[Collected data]
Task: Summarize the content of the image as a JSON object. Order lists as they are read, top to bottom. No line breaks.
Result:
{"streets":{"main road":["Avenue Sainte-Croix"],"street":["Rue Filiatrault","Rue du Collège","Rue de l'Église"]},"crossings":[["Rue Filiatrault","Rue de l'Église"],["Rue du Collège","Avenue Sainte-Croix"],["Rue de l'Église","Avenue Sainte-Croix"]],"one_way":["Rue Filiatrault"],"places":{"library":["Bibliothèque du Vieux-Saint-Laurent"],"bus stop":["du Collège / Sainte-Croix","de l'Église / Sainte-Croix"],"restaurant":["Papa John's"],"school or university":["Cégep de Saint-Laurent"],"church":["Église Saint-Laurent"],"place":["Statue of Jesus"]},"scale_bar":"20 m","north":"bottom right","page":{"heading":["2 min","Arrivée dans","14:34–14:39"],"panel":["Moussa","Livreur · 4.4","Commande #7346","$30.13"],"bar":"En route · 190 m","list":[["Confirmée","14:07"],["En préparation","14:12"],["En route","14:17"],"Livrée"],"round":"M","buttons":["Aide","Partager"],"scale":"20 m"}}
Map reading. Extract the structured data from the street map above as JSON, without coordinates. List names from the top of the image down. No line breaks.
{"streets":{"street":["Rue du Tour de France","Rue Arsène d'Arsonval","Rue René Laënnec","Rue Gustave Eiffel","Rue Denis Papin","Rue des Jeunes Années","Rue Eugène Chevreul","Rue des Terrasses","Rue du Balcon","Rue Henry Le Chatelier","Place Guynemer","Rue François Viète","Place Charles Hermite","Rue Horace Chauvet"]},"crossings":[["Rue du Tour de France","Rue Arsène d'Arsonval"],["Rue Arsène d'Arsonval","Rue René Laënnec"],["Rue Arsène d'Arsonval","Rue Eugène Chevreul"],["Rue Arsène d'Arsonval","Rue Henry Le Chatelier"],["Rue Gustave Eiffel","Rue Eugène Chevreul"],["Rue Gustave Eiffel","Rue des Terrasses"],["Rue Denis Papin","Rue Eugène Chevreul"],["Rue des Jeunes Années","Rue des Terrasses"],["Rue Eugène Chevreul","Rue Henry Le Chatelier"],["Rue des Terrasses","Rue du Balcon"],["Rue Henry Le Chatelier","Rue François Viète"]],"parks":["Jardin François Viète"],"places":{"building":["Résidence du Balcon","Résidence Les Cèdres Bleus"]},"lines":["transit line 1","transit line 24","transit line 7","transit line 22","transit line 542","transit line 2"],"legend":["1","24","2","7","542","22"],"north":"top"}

## The problem
With no other words, state how many lines above hold the word "breaks".

## Answer box
2